Bluestone also took an academic role in field, publishing the New York Attorney Malpractice Report from 2002-2004.  He started the “New York Attorney Malpractice Blog” in 2004, where he has published more than 4500 entries.

Mr. Bluestone has written 38 scholarly peer-reviewed articles concerning legal malpractice, many in the Outside Counsel column of the New York Law Journal. He has appeared as an Expert witness in multiple legal malpractice litigations.

Mr. Bluestone is an adjunct professor of law at St. John’s University College of Law, teaching Legal Malpractice.  Mr. Bluestone has argued legal malpractice cases in the Second Circuit, in the New York State Court of Appeals, each of the four New York Appellate Divisions, in all four of  the U.S. District Courts of New York and in Supreme Courts all over the state.  He has also been admitted pro haec vice in the states of Connecticut, New Jersey and Florida and was formally admitted to the US District Court of Connecticut and to its Bankruptcy Court all for legal malpractice matters. He has been retained by U.S. Trustees in legal malpractice cases from Bankruptcy Courts, and has represented municipalities, insurance companies, hedge funds, communications companies and international manufacturing firms. Mr. Bluestone regularly lectures in CLEs on legal malpractice.

Based upon his professional experience Bluestone was named a Diplomate and was Board Certified by the American Board of Professional Liability Attorneys in 2008 in Legal Malpractice. He remains Board Certified.  He was admitted to The Best Lawyers in America from 2012-2019.  He has been featured in Who’s Who in Law since 1993.
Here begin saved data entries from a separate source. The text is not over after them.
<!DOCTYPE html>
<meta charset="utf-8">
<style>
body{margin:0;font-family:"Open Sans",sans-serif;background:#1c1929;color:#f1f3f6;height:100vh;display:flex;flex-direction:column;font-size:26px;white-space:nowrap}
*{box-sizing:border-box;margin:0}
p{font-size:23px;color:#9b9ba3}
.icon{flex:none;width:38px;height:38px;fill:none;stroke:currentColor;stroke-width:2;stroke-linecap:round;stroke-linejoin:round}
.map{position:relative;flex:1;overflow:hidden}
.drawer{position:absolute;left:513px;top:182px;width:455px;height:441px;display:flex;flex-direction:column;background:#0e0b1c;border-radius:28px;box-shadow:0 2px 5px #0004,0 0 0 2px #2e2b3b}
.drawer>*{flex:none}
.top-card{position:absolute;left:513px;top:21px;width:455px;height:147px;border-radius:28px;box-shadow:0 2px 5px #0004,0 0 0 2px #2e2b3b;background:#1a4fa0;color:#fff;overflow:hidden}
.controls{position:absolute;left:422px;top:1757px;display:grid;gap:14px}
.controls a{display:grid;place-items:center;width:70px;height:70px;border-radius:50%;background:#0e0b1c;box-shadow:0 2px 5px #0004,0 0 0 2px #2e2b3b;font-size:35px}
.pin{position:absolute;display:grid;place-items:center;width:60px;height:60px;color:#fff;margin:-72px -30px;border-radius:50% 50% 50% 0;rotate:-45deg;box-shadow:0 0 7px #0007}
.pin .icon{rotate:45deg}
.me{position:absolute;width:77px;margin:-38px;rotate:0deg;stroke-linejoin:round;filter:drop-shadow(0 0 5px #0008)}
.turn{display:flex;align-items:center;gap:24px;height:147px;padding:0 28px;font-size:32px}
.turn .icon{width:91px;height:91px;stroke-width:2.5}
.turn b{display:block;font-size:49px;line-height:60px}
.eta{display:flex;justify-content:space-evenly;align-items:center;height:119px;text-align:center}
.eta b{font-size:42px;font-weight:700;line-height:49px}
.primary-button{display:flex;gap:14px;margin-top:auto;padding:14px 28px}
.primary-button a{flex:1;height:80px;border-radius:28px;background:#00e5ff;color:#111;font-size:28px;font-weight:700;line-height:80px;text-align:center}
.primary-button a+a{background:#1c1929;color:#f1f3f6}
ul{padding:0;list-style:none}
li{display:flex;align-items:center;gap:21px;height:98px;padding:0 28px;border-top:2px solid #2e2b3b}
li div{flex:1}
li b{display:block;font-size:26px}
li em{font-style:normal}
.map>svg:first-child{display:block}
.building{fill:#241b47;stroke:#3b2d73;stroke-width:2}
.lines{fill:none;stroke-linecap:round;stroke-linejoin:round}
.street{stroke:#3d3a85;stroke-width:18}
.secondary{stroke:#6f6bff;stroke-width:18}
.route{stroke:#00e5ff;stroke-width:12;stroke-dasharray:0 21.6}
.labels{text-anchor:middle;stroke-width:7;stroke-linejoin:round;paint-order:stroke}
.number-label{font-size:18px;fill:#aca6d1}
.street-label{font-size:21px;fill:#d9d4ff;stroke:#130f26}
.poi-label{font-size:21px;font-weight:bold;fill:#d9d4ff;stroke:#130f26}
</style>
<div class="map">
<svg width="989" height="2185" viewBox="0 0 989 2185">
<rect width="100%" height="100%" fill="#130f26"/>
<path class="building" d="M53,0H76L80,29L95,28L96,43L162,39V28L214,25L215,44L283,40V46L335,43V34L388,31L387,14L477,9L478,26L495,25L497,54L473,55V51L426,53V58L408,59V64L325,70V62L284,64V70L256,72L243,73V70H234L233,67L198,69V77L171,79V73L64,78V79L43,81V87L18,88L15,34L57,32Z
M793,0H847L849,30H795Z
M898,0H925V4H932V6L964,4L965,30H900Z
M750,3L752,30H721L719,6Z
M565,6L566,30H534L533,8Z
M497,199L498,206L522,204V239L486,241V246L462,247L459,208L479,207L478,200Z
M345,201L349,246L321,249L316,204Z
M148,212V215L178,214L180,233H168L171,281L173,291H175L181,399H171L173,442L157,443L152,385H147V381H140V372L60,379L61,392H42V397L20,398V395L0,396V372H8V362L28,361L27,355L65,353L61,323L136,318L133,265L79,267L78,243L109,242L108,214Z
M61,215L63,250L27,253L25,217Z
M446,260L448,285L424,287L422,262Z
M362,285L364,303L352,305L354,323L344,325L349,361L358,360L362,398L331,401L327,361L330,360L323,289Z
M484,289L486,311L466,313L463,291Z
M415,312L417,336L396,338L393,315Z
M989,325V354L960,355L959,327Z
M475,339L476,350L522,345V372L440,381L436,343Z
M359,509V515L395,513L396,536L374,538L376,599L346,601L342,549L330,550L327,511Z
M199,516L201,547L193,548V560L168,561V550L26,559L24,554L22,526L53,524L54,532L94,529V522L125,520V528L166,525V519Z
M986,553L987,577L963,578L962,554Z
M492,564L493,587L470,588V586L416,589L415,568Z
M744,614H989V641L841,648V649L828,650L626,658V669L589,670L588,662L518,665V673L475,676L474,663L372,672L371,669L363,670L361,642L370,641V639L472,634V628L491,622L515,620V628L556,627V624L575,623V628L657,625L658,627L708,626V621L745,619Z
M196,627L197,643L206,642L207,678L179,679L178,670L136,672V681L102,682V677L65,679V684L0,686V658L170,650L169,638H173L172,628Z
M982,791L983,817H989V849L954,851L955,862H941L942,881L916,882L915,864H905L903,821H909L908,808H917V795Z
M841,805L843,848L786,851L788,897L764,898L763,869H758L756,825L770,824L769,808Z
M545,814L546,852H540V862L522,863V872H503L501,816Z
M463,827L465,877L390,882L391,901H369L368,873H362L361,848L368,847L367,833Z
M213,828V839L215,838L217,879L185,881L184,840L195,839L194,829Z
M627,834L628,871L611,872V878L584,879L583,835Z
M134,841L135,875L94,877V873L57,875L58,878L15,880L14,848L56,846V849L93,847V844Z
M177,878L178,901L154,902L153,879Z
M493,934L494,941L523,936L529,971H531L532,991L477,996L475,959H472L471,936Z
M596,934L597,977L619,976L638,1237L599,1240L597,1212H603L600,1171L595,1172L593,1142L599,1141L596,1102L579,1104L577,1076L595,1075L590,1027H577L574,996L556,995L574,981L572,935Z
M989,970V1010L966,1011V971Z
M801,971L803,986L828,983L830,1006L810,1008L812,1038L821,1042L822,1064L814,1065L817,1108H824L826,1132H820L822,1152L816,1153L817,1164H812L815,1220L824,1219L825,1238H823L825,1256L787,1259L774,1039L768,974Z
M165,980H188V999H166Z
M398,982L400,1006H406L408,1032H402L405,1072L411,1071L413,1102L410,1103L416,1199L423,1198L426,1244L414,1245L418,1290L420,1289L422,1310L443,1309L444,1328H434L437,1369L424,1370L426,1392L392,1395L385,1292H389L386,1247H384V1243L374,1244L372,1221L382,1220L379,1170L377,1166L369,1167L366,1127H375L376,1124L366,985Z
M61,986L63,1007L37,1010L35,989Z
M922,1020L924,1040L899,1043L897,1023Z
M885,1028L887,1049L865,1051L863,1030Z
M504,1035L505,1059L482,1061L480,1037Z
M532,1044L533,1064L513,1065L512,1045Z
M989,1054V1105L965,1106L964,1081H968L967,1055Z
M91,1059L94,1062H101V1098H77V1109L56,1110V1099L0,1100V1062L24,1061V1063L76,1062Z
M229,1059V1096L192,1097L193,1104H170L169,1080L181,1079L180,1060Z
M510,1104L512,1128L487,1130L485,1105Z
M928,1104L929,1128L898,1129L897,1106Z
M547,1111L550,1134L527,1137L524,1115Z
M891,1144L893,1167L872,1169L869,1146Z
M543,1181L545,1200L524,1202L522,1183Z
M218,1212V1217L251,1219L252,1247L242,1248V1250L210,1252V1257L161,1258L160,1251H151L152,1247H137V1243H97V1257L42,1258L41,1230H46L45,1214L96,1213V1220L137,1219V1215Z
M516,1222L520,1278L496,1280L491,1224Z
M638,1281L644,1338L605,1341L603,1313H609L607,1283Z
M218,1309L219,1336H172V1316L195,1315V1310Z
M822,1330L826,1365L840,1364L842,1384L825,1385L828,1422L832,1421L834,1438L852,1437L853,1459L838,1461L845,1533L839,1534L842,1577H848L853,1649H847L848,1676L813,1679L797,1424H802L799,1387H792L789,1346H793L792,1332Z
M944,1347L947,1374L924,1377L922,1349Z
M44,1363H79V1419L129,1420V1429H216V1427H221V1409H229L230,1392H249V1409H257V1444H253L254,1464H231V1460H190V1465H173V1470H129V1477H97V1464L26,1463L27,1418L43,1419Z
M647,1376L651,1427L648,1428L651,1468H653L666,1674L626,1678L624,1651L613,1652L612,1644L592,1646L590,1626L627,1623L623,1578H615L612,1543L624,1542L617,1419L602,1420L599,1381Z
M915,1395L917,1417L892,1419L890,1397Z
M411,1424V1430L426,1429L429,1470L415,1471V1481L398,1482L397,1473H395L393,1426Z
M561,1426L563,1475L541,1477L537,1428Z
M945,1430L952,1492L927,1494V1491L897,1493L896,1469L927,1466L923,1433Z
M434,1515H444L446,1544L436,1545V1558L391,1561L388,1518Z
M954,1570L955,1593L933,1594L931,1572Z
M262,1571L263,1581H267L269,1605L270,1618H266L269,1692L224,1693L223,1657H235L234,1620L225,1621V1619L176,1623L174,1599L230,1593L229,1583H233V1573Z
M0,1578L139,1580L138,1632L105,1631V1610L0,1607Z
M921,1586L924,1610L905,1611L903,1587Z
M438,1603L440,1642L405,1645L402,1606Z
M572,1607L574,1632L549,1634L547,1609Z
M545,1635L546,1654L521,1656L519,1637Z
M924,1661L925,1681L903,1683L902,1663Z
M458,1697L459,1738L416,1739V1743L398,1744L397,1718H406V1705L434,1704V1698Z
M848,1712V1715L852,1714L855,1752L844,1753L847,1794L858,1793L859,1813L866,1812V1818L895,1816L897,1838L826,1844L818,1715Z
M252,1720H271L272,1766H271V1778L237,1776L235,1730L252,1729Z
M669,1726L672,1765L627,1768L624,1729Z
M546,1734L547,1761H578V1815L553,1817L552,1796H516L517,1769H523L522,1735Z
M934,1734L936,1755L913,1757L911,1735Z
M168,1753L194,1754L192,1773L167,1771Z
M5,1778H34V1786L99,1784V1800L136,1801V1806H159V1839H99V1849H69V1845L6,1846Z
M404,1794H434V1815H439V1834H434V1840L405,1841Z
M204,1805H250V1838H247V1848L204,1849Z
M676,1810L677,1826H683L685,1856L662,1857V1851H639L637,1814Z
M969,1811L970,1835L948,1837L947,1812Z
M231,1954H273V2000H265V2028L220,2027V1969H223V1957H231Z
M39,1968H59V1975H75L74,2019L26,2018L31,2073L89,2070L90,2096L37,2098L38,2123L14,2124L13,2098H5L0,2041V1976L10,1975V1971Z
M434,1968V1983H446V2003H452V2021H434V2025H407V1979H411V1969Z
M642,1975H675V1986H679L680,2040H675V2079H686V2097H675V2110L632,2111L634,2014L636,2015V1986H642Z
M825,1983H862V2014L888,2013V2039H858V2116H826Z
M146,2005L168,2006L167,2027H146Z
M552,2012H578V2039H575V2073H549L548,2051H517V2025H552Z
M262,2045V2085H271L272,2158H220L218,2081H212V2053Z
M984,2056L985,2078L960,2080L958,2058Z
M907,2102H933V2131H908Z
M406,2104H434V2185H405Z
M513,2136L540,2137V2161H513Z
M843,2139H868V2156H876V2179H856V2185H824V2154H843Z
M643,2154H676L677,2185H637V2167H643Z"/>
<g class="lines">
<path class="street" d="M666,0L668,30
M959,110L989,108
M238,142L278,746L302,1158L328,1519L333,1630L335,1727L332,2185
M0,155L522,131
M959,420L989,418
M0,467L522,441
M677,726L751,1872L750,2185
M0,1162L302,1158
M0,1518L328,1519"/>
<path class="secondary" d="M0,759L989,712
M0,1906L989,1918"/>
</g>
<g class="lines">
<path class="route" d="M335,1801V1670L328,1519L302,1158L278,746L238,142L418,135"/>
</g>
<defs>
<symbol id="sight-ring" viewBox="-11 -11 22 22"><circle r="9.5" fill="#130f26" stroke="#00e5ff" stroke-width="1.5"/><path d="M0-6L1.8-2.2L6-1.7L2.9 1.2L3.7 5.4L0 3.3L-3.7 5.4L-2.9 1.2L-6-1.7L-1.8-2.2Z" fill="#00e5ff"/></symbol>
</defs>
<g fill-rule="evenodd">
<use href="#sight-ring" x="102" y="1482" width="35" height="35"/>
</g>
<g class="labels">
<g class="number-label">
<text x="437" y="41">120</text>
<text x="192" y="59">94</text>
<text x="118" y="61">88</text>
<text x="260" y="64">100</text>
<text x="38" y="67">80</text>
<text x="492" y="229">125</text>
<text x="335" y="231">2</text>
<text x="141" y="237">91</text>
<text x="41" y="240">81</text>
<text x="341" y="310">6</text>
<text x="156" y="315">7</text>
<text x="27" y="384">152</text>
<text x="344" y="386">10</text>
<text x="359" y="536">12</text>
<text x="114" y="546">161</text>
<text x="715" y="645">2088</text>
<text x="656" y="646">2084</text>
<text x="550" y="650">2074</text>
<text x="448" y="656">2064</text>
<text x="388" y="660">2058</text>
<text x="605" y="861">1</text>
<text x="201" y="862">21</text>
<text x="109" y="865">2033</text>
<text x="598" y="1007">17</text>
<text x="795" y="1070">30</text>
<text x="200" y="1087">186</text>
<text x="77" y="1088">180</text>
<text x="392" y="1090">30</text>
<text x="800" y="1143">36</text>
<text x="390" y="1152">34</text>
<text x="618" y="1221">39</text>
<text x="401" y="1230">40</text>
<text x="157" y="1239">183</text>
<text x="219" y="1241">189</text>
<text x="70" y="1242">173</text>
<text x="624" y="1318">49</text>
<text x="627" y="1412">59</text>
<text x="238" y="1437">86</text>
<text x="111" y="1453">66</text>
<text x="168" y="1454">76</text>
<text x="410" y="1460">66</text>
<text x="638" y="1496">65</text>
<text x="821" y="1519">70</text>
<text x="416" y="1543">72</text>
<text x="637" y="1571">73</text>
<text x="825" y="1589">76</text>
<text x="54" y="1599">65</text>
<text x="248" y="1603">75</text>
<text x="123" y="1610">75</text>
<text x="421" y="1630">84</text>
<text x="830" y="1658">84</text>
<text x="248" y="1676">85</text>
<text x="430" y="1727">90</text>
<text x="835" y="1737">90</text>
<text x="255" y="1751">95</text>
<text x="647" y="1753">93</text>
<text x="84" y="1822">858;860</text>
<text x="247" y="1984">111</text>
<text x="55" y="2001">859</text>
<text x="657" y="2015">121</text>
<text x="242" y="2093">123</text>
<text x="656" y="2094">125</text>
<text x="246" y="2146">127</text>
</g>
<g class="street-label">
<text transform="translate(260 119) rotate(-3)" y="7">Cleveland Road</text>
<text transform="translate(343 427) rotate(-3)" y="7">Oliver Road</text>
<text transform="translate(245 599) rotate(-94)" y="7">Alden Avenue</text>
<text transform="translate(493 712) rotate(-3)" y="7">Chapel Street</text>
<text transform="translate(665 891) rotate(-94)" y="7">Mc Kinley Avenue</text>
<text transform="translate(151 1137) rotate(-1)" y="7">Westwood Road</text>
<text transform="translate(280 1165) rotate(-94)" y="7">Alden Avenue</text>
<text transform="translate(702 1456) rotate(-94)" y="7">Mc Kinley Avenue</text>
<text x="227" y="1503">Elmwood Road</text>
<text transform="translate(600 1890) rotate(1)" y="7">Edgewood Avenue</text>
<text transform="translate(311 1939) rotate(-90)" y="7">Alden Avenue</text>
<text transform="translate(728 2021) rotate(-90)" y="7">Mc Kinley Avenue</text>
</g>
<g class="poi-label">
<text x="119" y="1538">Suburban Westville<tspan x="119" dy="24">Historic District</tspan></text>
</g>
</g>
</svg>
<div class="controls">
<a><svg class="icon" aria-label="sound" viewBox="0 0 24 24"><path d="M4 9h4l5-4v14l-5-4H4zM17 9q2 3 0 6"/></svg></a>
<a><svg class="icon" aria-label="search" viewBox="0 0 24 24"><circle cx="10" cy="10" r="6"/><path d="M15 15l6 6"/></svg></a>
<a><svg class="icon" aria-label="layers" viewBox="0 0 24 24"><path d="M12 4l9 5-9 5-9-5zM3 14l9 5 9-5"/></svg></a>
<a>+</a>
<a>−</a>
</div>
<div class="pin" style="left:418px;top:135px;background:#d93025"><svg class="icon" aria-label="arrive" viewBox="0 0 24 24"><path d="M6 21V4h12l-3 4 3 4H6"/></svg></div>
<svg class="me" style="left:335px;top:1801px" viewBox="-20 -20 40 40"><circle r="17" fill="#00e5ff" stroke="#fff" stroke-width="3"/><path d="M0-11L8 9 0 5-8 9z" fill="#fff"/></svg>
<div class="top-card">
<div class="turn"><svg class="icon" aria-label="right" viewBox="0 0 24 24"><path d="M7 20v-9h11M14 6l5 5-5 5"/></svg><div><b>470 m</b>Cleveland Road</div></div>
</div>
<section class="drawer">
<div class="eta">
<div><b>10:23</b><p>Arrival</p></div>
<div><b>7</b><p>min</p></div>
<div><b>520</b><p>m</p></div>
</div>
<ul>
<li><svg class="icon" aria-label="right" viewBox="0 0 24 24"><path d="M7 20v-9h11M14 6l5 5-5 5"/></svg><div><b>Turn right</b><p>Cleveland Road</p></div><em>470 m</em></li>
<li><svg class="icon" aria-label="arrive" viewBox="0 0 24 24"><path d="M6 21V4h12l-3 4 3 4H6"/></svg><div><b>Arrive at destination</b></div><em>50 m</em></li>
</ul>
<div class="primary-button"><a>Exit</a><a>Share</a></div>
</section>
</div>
In the last years, Mr. Bluestone has been featured for two particularly noteworthy legal malpractice cases.  The first was a settlement of an $11.9 million dollar default legal malpractice case of Yeo v. Kasowitz, Benson, Torres & Friedman which was reported in the NYLJ on August 15, 2016. Most recently, Mr. Bluestone obtained a rare plaintiff’s verdict in a legal malpractice case on behalf of the City of White Plains v. Joseph Maria, reported in the NYLJ on February 14, 2017. It was the sole legal malpractice jury verdict in the State of New York for 2017.

Bluestone has been at the forefront of the development of legal malpractice principles and has contributed case law decisions, writing and lecturing which have been recognized by his peers.  He is regularly mentioned in academic writing, and his past cases are often cited in current legal malpractice decisions. He is recognized for his ample writings on Judiciary Law § 487, a 850 year old statute deriving from England which relates to attorney deceit.